Angeführte Entscheidungen:
-
Anführungen in anderen Entscheidungen:
-

Sachverhalt und Anträge

I. Die Beschwerde richtet sich gegen die Entscheidung der Prüfungsabteilung, zur Post gegeben am 18. Juli 2016, die europäische Patentanmeldung Nr. 11749177.9 nach Artikel 97 (2) EPÜ zurückzuweisen.

II. Gegen diese Entscheidung hat die Patentanmelderin als Beschwerdeführerin am 14. September 2016 Beschwerde eingelegt und am selben Tag die Beschwerdegebühr entrichtet. Die Beschwerdebegründung wurde am 18. November 2016 eingereicht.

III. Die Prüfungsabteilung war der Auffassung, dass der Gegenstand des am 23. Mai 2016 eingereichten Anspruchs 1 nicht neu ist, so dass die Anmeldung und die Erfindung, die sie zum Gegenstand hat, nicht den Erfordernissen des EPÜ genügen.

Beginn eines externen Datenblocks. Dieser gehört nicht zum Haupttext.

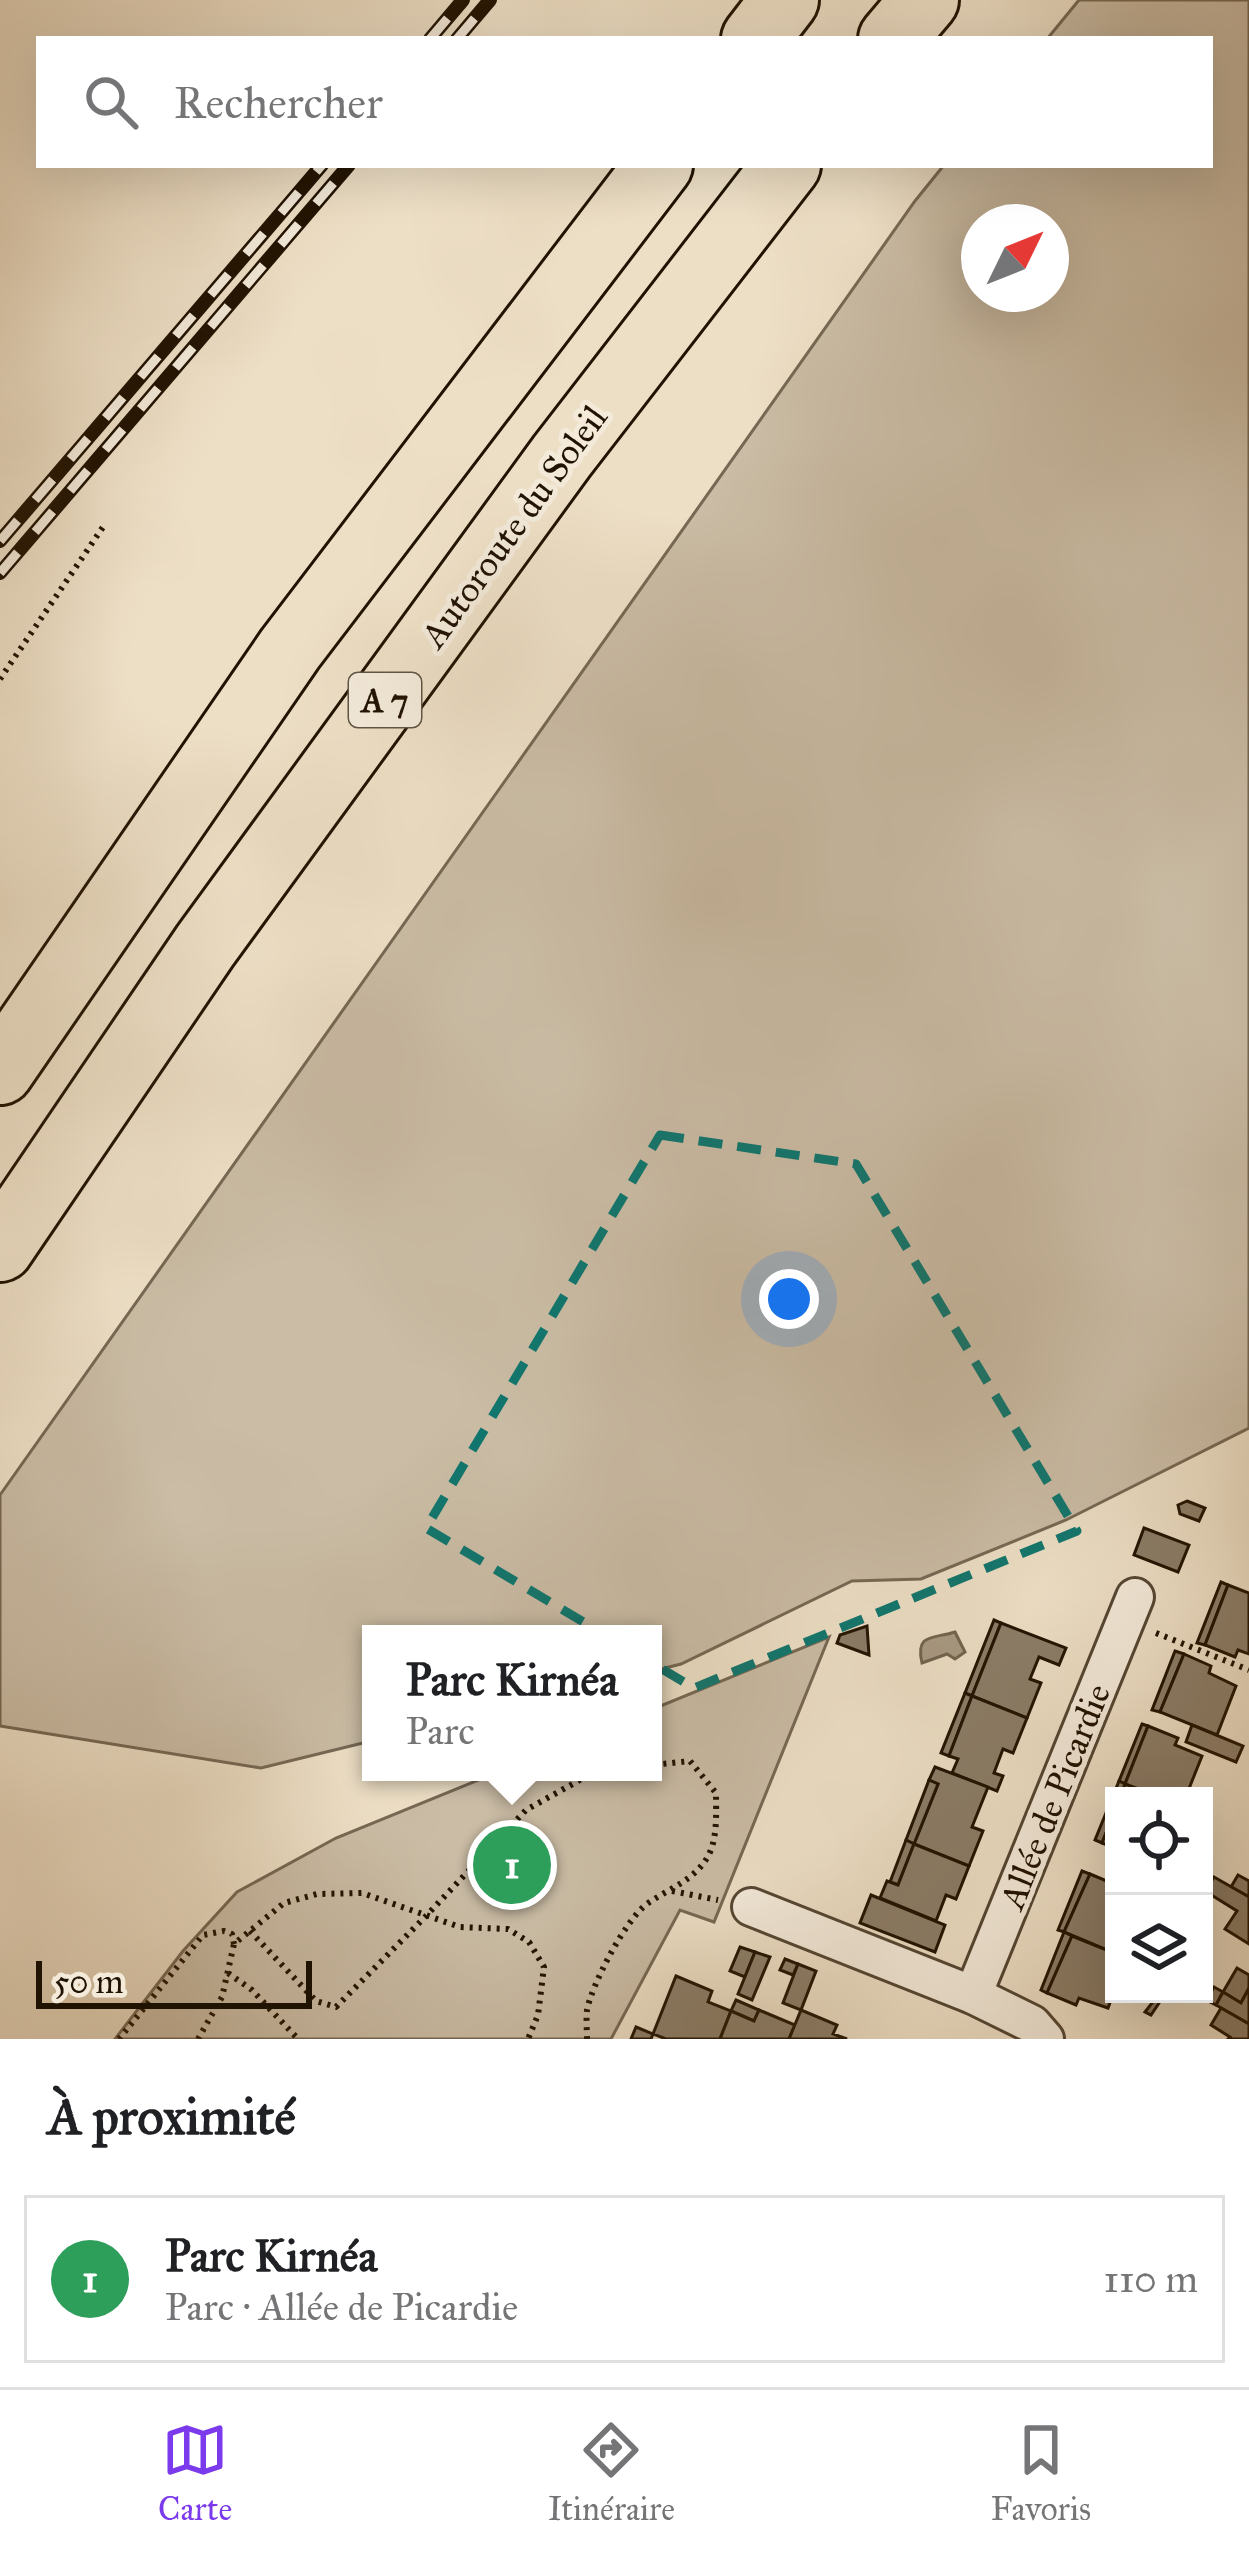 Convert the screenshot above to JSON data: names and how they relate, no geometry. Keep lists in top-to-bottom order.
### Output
{
  "streets": {
    "highway": ["Autoroute du Soleil", "A 7"],
    "street": ["Allée de Picardie"]
  },
  "scale_bar": "50 m",
  "north": "top right",
  "page": {
    "search": "Rechercher",
    "popup": ["Parc Kirnéa", "Parc"],
    "pins": "1",
    "scale": "50 m",
    "heading": "À proximité",
    "list": [
      {
        "mark": "1",
        "name": "Parc Kirnéa",
        "note": "Parc · Allée de Picardie",
        "value": "110 m"
      }
    ],
    "nav": ["Carte", "Itinéraire", "Favoris"]
  }
} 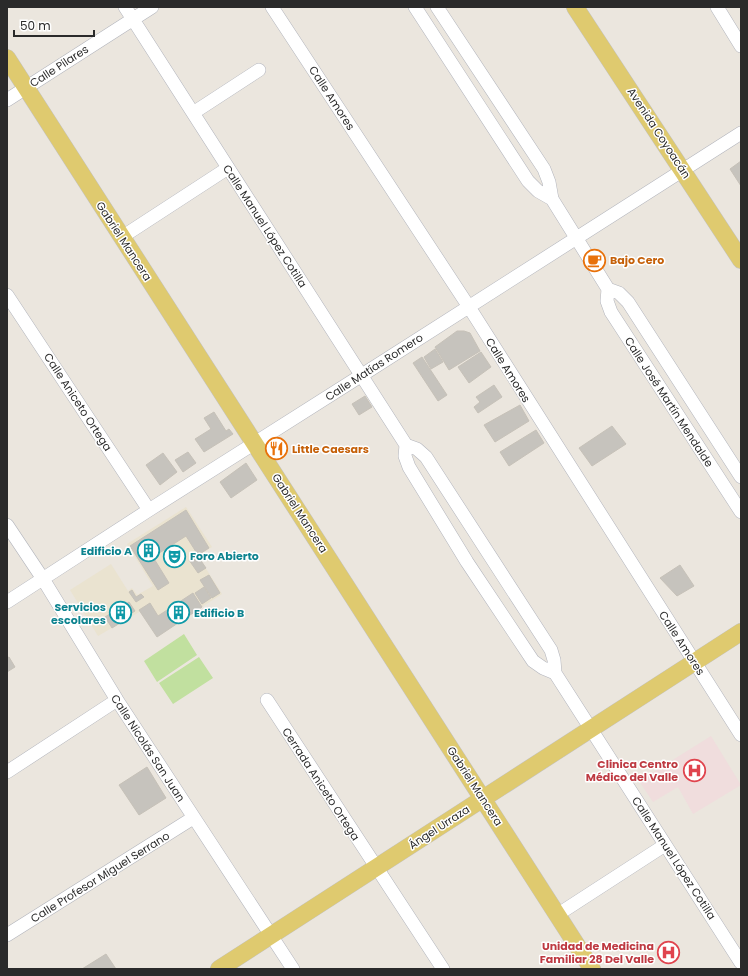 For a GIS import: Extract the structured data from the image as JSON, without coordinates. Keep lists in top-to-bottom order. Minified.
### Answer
{"streets":{"main road":["Avenida Coyoacán","Gabriel Mancera","Ángel Urraza"],"street":["Calle Pilares","Calle Amores","Calle Manuel López Cotilla","Calle Matías Romero","Calle Aniceto Ortega","Calle José Martín Mendalde","Calle Nicolás San Juan","Cerrada Aniceto Ortega","Calle Profesor Miguel Serrano"]},"crossings":[["Calle Pilares","Calle Manuel López Cotilla"],["Calle Pilares","Gabriel Mancera"],["Calle Amores","Calle Matías Romero"],["Calle Amores","Ángel Urraza"],["Avenida Coyoacán","Calle Matías Romero"],["Calle Manuel López Cotilla","Calle Matías Romero"],["Calle Manuel López Cotilla","Ángel Urraza"],["Gabriel Mancera","Calle Matías Romero"],["Gabriel Mancera","Ángel Urraza"],["Calle Matías Romero","Calle Aniceto Ortega"],["Calle Matías Romero","Calle José Martín Mendalde"],["Calle Matías Romero","Calle Nicolás San Juan"],["Calle Nicolás San Juan","Ángel Urraza"],["Calle Nicolás San Juan","Calle Profesor Miguel Serrano"],["Cerrada Aniceto Ortega","Ángel Urraza"]],"places":{"cafe":["Bajo Cero"],"restaurant":["Little Caesars"],"building":["Edificio A","Servicios escolares","Edificio B"],"theatre":["Foro Abierto"],"hospital":["Clinica Centro Médico del Valle","Unidad de Medicina Familiar 28 Del Valle"]},"scale_bar":"50 m"}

In ihrer Entscheidung hat die Prüfungsabteilung unter anderem die folgende Entgegenhaltung berücksichtigt:

D6: EP 1 256 703 A2

IV. Die Beschwerdeführerin beantragt die Aufhebung der angefochtenen Entscheidung und die Erteilung eines Patents auf Basis der am 23. Mai 2016 vorgelegten Patentansprüche (Hauptantrag), oder die Zurückverweisung der Sache an die Prüfungsabteilung zur erneuten Sachprüfung dieser Patentansprüche (Hilfsantrag).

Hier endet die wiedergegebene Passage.